Several compact structural features help a preacher see the movement without flattening it. The repeated “truly, truly” in verse 11 marks a solemn claim, not a casual transition. The shift from “you” in verse 10 to “we” and then back to “you” in verses 11-12 presses a contrast between Jesus’ witness and Nicodemus’s reception. The movement from “earthly things” to “heavenly things” in verse 12 is not a topic change but a ladder of disclosure, with the lesser serving as a test of readiness for the greater. The “no one… except” construction in verse 13 isolates Jesus as singular. The “just as… so” line in verse 14 binds Scripture and event. The “so that” in verse 15 states purpose, and verse 16 gathers the entire movement into a divine act of giving that explains the necessity of the Son’s lifting up rather than replacing it.
04Section

Verse by Verse

Verse 8 — The Spirit’s freedom is known by its effects

John 3:8 opens with "The spirit blows where it wills, and you hear its voice, but you do not know whence it comes and where it goes; so is everyone who is begotten out from the spirit." The Greek text uses τὸ πνεῦμα, to pneuma, “the Spirit” or “wind,” together with πνεῖ, pnei, “blows,” so the sentence carries a built-in sound play. That verbal overlap does not solve the mystery; it makes the comparison vivid. The verse speaks of movement heard but not mastered. What the hearer perceives is real, yet the source and destination remain outside human command.
The middle of the verse sharpens that asymmetry: "you hear its voice, but you do not know whence it comes and where it goes." The wording preserves “sound” in a way that lets the image work without overdefining it. In Greek, τὴν φωνὴν αὐτοῦ ἀκούεις ἀλλ’ οὐκ οἶδας πόθεν ἔρχεται καὶ ποῦ ὑπάγει, tēn phōnēn autou akoueis all’ ouk oidas pothen erchetai kai pou hypagei, sets hearing against knowing. The point is not that the Spirit is vague, absent, or unreal. The point is that God’s life-giving action leaves recognizable effects while resisting human possession and control.
The final clause, "is everyone who is begotten out from the spirit," defines the reborn person by source. πᾶς ὁ γεγεννημένος, pas ho gegennēmenos, “everyone who has been begotten,” is a perfect passive participle, describing a settled condition produced by an action from outside the person. The phrase ἐκ τοῦ πνεύματος, ek tou pneumatos, “from the Spirit,” identifies the origin. New birth is therefore not a technique to master but a life to receive.

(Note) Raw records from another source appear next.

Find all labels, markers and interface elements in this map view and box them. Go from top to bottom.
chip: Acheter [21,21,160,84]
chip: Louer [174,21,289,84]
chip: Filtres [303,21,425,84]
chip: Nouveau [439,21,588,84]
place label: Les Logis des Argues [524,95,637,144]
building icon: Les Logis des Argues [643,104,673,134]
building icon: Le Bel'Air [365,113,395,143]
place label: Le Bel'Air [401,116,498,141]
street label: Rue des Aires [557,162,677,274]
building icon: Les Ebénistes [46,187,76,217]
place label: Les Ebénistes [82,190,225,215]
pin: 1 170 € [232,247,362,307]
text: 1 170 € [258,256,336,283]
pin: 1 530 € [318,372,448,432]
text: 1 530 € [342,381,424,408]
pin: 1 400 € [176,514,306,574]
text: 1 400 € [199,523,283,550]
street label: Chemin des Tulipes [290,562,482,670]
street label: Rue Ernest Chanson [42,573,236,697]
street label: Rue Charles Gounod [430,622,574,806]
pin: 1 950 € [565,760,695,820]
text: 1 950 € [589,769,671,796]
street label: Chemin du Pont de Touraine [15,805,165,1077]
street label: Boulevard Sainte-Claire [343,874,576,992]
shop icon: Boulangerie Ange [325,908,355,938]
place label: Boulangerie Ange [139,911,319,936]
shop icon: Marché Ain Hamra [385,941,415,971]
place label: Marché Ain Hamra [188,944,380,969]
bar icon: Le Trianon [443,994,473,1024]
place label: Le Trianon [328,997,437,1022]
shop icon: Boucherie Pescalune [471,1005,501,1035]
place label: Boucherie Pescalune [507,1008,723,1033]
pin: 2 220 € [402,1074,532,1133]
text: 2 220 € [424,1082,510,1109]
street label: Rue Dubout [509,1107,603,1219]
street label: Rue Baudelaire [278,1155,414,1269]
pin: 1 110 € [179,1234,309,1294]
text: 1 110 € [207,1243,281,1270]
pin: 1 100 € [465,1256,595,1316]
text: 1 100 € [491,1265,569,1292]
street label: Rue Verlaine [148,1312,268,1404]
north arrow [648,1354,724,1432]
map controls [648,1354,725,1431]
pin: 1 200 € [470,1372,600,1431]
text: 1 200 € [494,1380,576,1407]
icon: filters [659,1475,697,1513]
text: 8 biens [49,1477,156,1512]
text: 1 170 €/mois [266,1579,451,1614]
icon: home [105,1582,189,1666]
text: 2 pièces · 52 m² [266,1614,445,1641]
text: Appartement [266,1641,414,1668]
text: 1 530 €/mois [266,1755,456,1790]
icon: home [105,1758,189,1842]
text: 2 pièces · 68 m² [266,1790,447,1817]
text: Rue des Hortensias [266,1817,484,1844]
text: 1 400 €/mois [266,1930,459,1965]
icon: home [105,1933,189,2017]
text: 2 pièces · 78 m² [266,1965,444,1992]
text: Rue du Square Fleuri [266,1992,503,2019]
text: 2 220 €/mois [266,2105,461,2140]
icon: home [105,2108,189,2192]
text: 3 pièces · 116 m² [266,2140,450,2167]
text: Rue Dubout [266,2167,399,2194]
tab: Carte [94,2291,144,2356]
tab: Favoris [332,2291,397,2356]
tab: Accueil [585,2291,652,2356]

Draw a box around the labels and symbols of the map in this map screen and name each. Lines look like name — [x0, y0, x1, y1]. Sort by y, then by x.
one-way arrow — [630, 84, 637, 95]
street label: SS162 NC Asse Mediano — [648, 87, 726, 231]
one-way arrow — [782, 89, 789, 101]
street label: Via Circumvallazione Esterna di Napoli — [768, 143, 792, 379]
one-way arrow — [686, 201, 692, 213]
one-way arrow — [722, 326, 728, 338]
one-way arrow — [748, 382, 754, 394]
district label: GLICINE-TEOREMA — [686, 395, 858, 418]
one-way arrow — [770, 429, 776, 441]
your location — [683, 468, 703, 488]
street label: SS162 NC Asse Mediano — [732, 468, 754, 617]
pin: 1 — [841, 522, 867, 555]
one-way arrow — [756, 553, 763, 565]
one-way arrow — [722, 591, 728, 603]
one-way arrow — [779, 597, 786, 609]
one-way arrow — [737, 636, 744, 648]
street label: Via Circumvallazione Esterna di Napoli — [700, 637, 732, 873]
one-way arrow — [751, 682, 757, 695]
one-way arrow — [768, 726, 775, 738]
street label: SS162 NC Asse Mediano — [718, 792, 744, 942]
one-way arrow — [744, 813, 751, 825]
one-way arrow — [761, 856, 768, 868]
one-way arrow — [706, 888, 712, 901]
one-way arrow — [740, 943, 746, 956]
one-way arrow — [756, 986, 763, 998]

Verses 9-10 — A teacher’s question exposes a deeper ignorance

Nicodemus asks in John 3:9, "How can these things be?" The phrase ταῦτα, tauta, “these things,” keeps Jesus’ prior teaching directly in view. No new topic has entered. The same subject remains before Nicodemus, and his question reveals that he still wants a manageable account of how divine begetting works.
Jesus’ reply in John 3:10 turns the question into an indictment: "are the teacher of Israel, and these things you do not know?" The Greek line, Σὺ εἶ ὁ διδάσκαλος τοῦ Ἰσραήλ καὶ ταῦτα οὐ γινώσκεις, Sy ei ho didaskalos tou Israēl kai tauta ou ginōskeis, fronts the pronoun Σὺ, “you,” and highlights the office ὁ διδάσκαλος τοῦ Ἰσραήλ, “the teacher of Israel.” Jesus does not deny Nicodemus’s position. He exposes the irony that the recognized teacher lacks understanding precisely where Scripture should have prepared him.
That rebuke carries theological weight because it refuses to treat Nicodemus’s confusion as innocent abstraction. The present verb οὐ γινώσκεις, ou ginōskeis, “you do not understand,” describes a settled lack of recognition. In view of promises such as Ezekiel 36:25-27 and Ezekiel 37:1-14, the themes of cleansing, Spirit, and divinely given life should not have been alien. The text therefore presses beyond intellectual deficit to culpable blindness.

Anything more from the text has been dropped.